Inserting a number into a sorted array! - c

I would like to write a piece of code for inserting a number into a sorted array at the appropriate position (i.e. the array should still remain sorted after insertion)
My data structure doesn't allow duplicates.
I am planning to do something like this:
Find the right index where I should be putting this element using binary search
Create space for this element, by moving all the elements from that index down.
Put this element there.
Is there any other better way?

If you really have an array and not a better data structure, that's optimal. If you're flexible on the implementation, take a look at AA Trees - They're rather fast and easy to implement. Obviously, takes more space than array, and it's not worth it if the number of elements is not big enough to notice the slowness of the blit as compared to pointer magic.

Does the data have to be sorted completely all the time?
If it is not, if it is only necessary to access the smallest or highest element quickly, Binary Heap gives constant access time and logn addition and deletion time.
More over it can satisfy your condition that the memory should be consecutive, since you can implement a BinaryHeap on top of an array (I.e; array[2n+1] left child, array[2n+2] right child).

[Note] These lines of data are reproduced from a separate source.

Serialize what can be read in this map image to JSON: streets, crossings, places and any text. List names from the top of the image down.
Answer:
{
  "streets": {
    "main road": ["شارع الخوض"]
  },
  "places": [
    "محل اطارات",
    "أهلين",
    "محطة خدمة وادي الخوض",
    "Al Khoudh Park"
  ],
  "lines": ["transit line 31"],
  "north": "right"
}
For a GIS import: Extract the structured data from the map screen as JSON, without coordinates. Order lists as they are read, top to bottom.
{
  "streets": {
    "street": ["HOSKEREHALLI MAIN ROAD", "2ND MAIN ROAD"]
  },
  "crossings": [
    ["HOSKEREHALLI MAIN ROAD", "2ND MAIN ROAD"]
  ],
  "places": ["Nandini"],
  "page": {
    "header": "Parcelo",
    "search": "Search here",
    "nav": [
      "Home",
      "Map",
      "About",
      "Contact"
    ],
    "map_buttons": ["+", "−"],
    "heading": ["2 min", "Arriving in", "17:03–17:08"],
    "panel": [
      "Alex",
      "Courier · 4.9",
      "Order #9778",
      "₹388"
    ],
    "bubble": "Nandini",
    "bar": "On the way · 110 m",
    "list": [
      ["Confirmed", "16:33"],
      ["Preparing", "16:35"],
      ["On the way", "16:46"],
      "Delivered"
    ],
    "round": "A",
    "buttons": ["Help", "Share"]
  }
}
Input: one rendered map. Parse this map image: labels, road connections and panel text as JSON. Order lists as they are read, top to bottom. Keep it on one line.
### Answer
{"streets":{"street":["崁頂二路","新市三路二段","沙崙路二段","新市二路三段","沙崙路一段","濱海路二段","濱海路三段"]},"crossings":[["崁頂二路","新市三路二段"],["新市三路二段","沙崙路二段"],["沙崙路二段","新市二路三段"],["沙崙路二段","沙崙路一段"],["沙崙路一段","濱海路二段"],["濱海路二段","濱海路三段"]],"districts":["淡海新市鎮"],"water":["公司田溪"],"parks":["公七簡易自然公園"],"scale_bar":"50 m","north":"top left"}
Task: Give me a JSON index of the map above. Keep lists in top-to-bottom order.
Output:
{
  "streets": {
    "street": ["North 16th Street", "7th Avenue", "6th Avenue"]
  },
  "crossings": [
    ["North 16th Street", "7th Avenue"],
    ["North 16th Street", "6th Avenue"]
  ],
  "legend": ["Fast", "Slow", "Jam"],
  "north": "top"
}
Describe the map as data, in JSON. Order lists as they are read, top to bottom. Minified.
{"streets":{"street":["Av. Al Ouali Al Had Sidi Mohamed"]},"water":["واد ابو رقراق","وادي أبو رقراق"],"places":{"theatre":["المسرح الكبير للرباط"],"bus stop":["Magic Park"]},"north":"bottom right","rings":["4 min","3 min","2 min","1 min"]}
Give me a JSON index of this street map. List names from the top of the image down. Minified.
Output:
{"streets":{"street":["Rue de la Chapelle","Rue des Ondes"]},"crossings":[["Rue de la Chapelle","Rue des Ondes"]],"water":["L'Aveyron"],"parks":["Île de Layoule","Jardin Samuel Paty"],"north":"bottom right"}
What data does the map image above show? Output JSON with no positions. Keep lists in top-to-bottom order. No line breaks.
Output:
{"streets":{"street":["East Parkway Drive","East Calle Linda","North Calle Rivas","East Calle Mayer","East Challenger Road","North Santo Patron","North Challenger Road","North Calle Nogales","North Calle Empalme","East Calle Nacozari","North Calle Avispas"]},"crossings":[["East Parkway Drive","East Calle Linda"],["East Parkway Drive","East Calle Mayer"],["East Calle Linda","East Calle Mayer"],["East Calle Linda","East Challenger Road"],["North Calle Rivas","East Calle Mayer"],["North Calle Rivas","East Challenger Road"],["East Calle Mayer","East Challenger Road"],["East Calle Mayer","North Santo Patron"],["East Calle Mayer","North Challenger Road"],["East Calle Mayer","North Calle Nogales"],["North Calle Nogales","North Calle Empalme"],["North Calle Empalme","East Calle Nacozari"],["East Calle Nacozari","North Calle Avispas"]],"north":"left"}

A heap based implementation of a tree would be more efficient if you are inserting a lot of elements - log n for both locating/removing and inserting operations.

Related

Array VS single linked list VS double link list

I am learning about arrays, single linked list and double linked list now a days and this question came that
" What is the best option between these three data structures when it comes to fast searching, less memory, easily insertion and updating of things "
As far I know array cannot be the answer because it has fixed size. If we want to insert a new thing. it wouldn't always be possible. Double linked list can do the task but there will be two pointers needed for each node so there will be memory problem, so I think single linked list will fulfill all given requirements. Am I right? Please correct me if I am missing any point. There is also one more question that instead of choosing one of them, can I make combination of one or more data structures given here to meet all the requirements?
"What is the best option between these three data structures when it comes to fast searching, less memory, easily insertion and updating of things".
As far as I can tell Arrays serve the purpose.
Fast search: You could do binary search if array is sorted. You dont get that option in linkedlist
Less memory: Arrays will take least memory (but contiguous memory )
Insertion: Inserting in array is a matter of a[i] = "value". If array size is exceeded then simply export data into a new array. That is exactly how HashMaps / ArrayLists work under covers.
Updating things: Only Arrays provide you with Random access. a[i] ="new value".. updated in O(1) time if you know the index.
Each of those has its own benefits and downsides.
For search speed, I'd say arrays are better suitable due to the quick lookup times.
Since an array is a sequence of same-size elements, retrieving the value at an index is just memoryLocation + index * elementSize. For a linked list, the whole list needs traversing.
Arrays also win in the "less memory" category, since there's no need to store extra pointers.
For insertions, arrays are slow. You'll need to traverse the array, copy contents to a new array, assign the new array, delete the old one...
Insertions go much quicker in linked- or double lists, because it's just a matter of changing one or two pointers.
In the end, it all just depends on the use case. Are you inserting a lot? Then you probably want to consider a non-array structure.
Do you need many quick lookups? Consider those arrays again. Etc..
See also this question.
A linked list is usually the best choice when we don’t know in advance the number of elements we will have to store or the number can change dynamically.
Arrays have slow insertion and deletion times. To insert an element to the front or middle of the array, the first step is to ensure that there is space in the array for the new element, otherwise, the array needs to be RESIZED. This is an expensive operation. The next step is to open space for the new element by shifting every element after the desired index. Likewise, for deletion, shifting is required after removing an element. This implies that insertion time for arrays is Big O of n (O(n)) as n elements must be shifted.
Using static arrays, we can save some extra memory in
comparison to linked lists because we do not need to store pointers to the next node
a doubly-linked list support fast insertion/removal at their ends. This is used in LRU cache, where you need to enter new item to front and remove the oldest item from the end.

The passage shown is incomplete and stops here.